When New York-based photographer Joey O'Loughlin was asked by the non-profit Food Bank for New York City to take photos for its website, it was the first time she really noticed the food pantries that dot the city she's lived in for 20 years.

"They are around churches and community centers and places like that, and it's not something that captures people’s interests," says O'Loughlin, who noticed that many people walk by the lines without even glancing at them. "But it's also uncomfortable to see people standing in a food line, and its uncomfortable for the people in line to be there. There’s an agreement between the two that we should keep going and just look away."

Easy as they may be to ignore for some, there's a huge portion of the city's population—one in five New Yorkers, according to the Food Bank for NYC's website—who rely on food pantries for weekly groceries and other resources. Food Bank for New York City distributes government, donated and wholesale food to pantries—the frontline agencies sponsored by churches and other community coalitions that reach out to communities directly. In New York's five boroughs alone, there are over 600 pantries that serve 1.4 million people.

Emily, Queens. Emily Diac, five years-old, waits while her mother shops at a pantry in Richmond Hill. Her family has relocated to Marietta, Georgia, where her mother, Mina Reyes, works at Sam’s Club and her father is a maintenance man. Life here was unaffordable. One in four New York City children doesn’t have enough to eat. Ms. Reyes didn’t want Emily or her brothers to be part of that statistic, so they moved on.

Once O'Laughlin started noticing the pantries and their lines, often wrapping around the block, she couldn't forget them. The commissioned work spun into a three-year personal project. Visiting a total of 40 food pantries in New York, O'Laughlin spent the most time in 10 of them, photographing the lines but also getting to know the people who stood in them week after week.
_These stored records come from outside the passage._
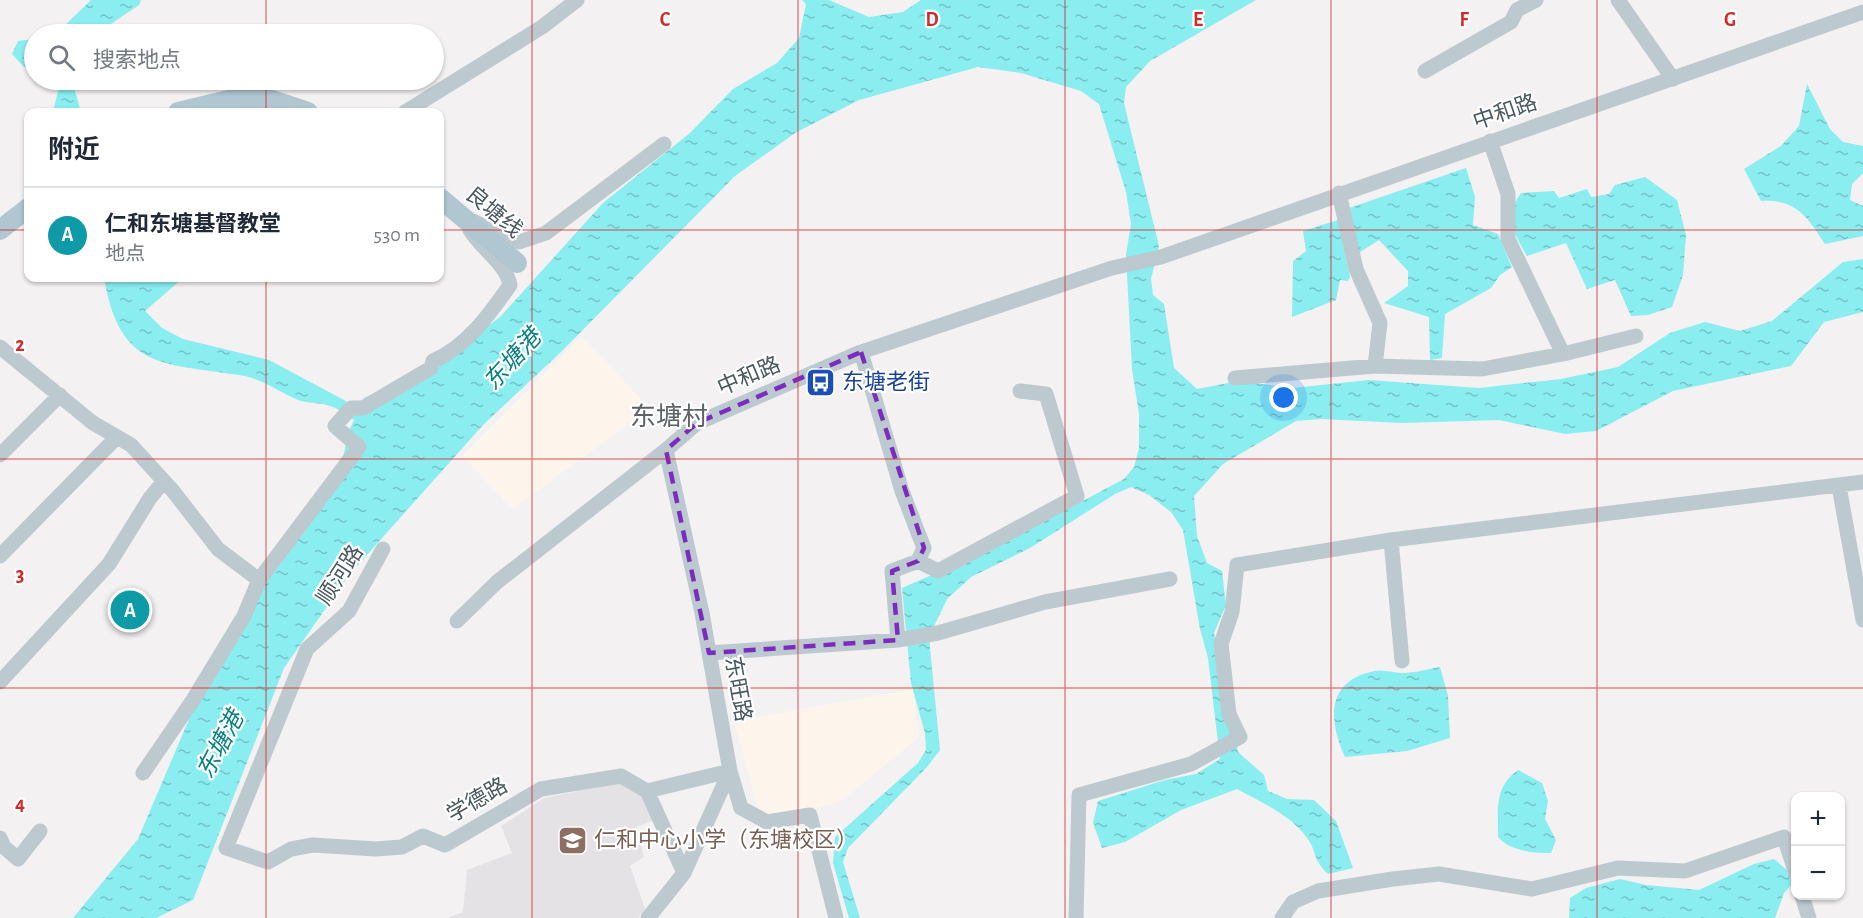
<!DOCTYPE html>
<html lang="zh">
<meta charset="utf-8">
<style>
body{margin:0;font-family:"Alegreya Sans","Noto Sans SC",sans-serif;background:#f2f2f3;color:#1f2937}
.controls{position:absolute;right:18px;bottom:18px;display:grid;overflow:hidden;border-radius:12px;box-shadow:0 2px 4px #0004}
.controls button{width:54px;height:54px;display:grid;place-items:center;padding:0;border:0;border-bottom:2px solid #e0e1e3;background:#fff;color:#1f2937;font:30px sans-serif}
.you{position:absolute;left:1284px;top:398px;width:21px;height:21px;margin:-15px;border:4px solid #fff;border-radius:50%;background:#1a73e8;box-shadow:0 0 0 9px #1a73e833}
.badge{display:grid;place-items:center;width:39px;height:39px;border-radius:50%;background:#db2777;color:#fff;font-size:20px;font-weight:700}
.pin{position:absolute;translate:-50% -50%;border:3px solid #fff;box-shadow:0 2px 6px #0006}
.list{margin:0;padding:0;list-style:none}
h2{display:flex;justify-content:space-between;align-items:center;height:78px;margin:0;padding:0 24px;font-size:26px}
h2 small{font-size:20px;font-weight:400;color:#747a83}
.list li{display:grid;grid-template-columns:39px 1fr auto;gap:18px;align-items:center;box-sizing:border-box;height:96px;padding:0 24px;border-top:2px solid #e0e1e3}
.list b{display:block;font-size:22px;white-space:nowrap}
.list p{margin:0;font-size:20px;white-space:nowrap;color:#747a83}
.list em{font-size:20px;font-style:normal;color:#747a83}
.icon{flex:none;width:33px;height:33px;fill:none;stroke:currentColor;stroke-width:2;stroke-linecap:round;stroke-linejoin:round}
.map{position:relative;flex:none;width:1863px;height:918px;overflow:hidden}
.search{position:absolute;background:#fff;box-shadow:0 2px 4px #0004;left:24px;top:24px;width:420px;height:66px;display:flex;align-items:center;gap:15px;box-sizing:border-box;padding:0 21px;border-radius:33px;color:#747a83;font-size:22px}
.panel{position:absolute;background:#fff;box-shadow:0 2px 4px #0004;left:24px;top:108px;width:420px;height:174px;border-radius:12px}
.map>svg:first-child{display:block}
</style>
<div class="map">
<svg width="1863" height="918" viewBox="0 0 1863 918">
<defs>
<pattern id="water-ripples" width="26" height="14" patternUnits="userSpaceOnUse" patternTransform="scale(1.5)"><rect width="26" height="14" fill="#8aedf0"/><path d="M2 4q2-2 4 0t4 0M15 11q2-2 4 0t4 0" fill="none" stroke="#73c3c6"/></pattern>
</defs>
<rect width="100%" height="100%" fill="#f3f1f1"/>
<path fill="#fdf5eb" d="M581,337L650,408L513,509L462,456Z
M913,689L919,737L840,802L770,820L760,816L734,721Z"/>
<path fill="#e4e2e4" d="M623,782L637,789L654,820L636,827L644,857L630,866L645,909L638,918H447L463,912L467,870L512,853L501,826L544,798Z"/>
<path fill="url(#water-ripples)" d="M91,0H141L139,5L96,34H56Z
M802,0H829L869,17L903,12L921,0H1256L1150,61L1126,87L1124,103L1159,246L1151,279L1153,295L1164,304L1174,368L1197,389L1239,381L1293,388L1369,380L1479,388L1561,379L1618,367L1670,333L1705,322L1740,331L1772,321L1843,262L1863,259V312L1824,322L1791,366L1673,391L1596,431L1565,434L1499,420L1402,423L1321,419L1296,421L1223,464L1194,496L1197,536L1207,563L1222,571L1226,605L1214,633L1238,752L1264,775L1268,791L1287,799L1314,800L1336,821L1353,868L1328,874C1312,859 1317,851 1307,838C1290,814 1262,803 1237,789L1181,810L1125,842L1102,848L1093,823L1098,801L1165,780L1196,774L1220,759L1208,658L1200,629L1183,530L1171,512L1149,495L1131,487L1115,494L1030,548L971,577L947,599L929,637L940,750L927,767L848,848L843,862L860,918H849L833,863L835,837L918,763L926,750L925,733L911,683L902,588L1000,545L1124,479L1134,467L1139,448V414L1132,369L1126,255L1131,224L1126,192L1099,104L1081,91L1021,73L978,67L859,100L795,133L735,176L560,353L483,425L349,575L284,668L193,900L156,918H73L138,839L225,635L341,468L348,433L354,420C346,415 338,408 330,406C320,402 308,404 298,400C279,392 261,378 239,375C162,363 120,370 104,278H183L145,311L162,328L183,339L269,360L359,408L364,398L438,365L501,316L603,203L690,133L733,89L777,63L799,38L806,4Z
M34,39V69L24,67L12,54L18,41Z
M56,80H72L81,112H53L60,83Z
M1807,84L1830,129L1843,142L1863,146V173L1852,184L1850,200L1863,206V236L1825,244C1807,217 1797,199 1761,201L1744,169L1781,146L1799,126Z
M1466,168L1475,197L1473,225L1498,234L1512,267L1500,275L1491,288L1445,314L1442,358L1430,360L1429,317L1384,303L1408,286V271L1379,240L1357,254L1349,208Z
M1645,177L1677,200L1686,235L1683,275L1672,307L1648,315L1631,316L1615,280L1587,289L1566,243L1527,256C1513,231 1503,219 1521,193L1554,191L1559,198L1587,189L1591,197L1609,194L1615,185Z
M1338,220L1350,277L1348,281L1340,280L1336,300L1292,317L1293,261L1306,251L1303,231Z
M1440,667L1448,696L1450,738L1407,751L1345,757C1328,720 1326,680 1375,671C1384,669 1394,673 1403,673C1415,673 1428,669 1440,667Z
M1518,770L1542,783L1548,801L1545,819L1556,840L1551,853C1533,853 1510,851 1498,837C1498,810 1494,787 1518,770Z
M1774,859L1787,870L1792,884L1784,893L1775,918H1569L1570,898L1586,888L1620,879L1646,885L1699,890L1754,864Z"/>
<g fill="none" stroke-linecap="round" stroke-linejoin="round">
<path stroke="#bcc9ce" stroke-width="15" d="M1618,0L1673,79
M1425,71L1511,22L1517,10L1536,0
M405,112L542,27L577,0
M1490,141L1508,194V239L1563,354
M1339,193L1356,269L1380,323L1375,366
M473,221L519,242L546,233L664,144
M0,347L93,423L131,445L173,491L218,549L259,580
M861,352L902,491L924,548L918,561
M1235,378L1375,366L1482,369L1563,354L1636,336
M0,455L60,395
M1839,486L1863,620
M1391,540L1402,661
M383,549L349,611L307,649L226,848L268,862L291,849L313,845L376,849L402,847L423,836L445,845L541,789L621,776L647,791L684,873
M0,556L117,437
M457,621L497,582L666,450L697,423L861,352L1112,268L1161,257L1863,12
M898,640L892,571L918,561L938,571L1077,496L1046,394L1020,391
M709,653L898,640L938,633L1045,602L1170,579
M0,682L109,564L150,498L164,481
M143,773L193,700L244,616L259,580L359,447L335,426L351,408H363L431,368L433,361C466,347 490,314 510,285C506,263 481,249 470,230
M647,791L730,771L741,808L767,822L810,815L836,918
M0,838L4,847L18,859L40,831
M1802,896L1809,918
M648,918L684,873L730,771L702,613L666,450
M1076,918L1079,795L1191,764L1240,737L1229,714L1221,644L1232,612L1237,565L1391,540L1863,482
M1282,918L1293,902L1318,891L1393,879L1439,874L1532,889L1618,868L1685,871L1784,837L1796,874"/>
<path stroke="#b0c6d1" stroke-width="20" d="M178,112L237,98L269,99L308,112
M440,198L517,263
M0,230L28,208"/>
</g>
<path fill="none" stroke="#7b2cbf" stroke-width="4.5" stroke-dasharray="12 8" stroke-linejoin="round" d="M861,352L924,548L918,561L892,571L898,640L709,653L666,450L697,423Z"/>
<path fill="none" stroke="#d62828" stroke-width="1.5" stroke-opacity="0.55" d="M266,0V34M532,0V918M798,0V918M1065,0V918M1331,0V918M1597,0V918M266,80V112M0,230H28M440,230H1863M266,278V918M0,459H1863M0,688H1863"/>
<defs>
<symbol id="bus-square" viewBox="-11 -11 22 22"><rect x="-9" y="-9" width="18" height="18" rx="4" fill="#1a4fb4" stroke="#fff"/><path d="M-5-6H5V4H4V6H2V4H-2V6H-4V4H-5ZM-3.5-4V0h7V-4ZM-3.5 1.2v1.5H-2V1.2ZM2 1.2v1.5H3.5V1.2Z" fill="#fff"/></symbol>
<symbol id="school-square" viewBox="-11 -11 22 22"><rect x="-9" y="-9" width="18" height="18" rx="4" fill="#8d6e63" stroke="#fff"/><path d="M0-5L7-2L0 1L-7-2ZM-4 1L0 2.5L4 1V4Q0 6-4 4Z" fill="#fff"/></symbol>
</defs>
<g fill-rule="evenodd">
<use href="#bus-square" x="804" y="366" width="33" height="33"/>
<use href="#school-square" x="556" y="824" width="33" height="33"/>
</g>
<g text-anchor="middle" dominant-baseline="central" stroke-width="4.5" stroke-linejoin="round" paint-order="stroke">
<g font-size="22" fill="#485960" stroke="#fff">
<text transform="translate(1505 112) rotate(-19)">中和路</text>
<text transform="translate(494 212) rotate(40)">良塘线</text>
<text transform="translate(749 376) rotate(-23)">中和路</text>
<text transform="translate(340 575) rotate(-57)">顺河路</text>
<text transform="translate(738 689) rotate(80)">东旺路</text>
<text transform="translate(477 800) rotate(-30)">学德路</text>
</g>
<g font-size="22" fill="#164399" stroke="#fff" text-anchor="start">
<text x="842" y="382">东塘老街</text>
</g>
<g font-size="22" fill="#785e54" stroke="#fff" text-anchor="start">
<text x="594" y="840">仁和中心小学（东塘校区）</text>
</g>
<g font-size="24" font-style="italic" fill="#098084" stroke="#fff">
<text transform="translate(513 360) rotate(-48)">东塘港</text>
<text transform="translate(221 745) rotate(-62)">东塘港</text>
</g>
<g font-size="26" fill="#5d6366" stroke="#fff">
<text x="669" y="417">东塘村</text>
</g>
</g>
<g font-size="20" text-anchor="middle" font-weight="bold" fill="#d62828" stroke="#fff" stroke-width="4.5" stroke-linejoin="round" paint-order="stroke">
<text x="665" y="26">C</text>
<text x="932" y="26">D</text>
<text x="1198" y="26">E</text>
<text x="1464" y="26">F</text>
<text x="1730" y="26">G</text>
<text x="20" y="351">2</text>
<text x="20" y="581">3</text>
<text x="20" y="810">4</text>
</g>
</svg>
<div class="controls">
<button>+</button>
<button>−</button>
</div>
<div class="you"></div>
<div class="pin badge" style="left:130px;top:610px;background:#0f9aa8">A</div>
<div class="search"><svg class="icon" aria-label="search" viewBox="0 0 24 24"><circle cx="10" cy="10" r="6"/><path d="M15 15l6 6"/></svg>搜索地点</div>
<section class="panel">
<h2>附近<small></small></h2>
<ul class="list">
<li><span class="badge" style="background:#0f9aa8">A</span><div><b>仁和东塘基督教堂</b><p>地点</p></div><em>530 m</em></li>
</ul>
</section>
</div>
Now, her photographs are on display at the Brooklyn Historical Society in the exhibition Hidden in Plain Sight: Portraits of Hunger in NYC.

One consequence of glancing away are the widespread misconceptions about food pantries and the people who use them. "Many people think 'Oh, that’s for the homeless,' or 'that’s like a soup kitchen.' It’s not," says O'Loughlin. Over the three years she worked on this project, O'Loughlin met working mothers, community college students, artists, the unemployed, and large families.



Some had long been out of work or recently fallen on tough times, but many were working, and sometimes held down multiple jobs. "The perception is that people aren’t working hard, but these people are working these low wage jobs and taking care of their children," she says. "They're not looking for a handout, they're trying to take care of their families—and they're smartly using the resources that the government provides to families in need."

Some of the people O'Loughlin met in line even let her photograph them in their homes. Showing people in their own space helps to humanize their experience, she says. "It's easier to empathize. When you see their dinner set with princess plates, pictures on the wall, people can relate. The line is easy to look away from, it’s not so easy to in their own home."

O'Loughlin says that she came away from the project with a lot of respect for the food pantries, which she feels are doing the best with what they have. Still, she says, it's unsustainable—a bandaid on a much larger issue. "The root of the problem is that people need to get paid more," she says. "The people in NYC are willing to work and, in many cases, are working, it's just that living expenses in the city are getting higher and higher."

Hidden in Plain Sight: Portraits of Hunger in NYC will be on view at the Brooklyn Historical Society through November 5.

*Correction: An earlier version of this story said that food banks collect food from grocery stores and distribute to food pantries. The article has been updated to note that the organization Food Bank for New York City collects government, donated and wholesale food, not food from grocery stores.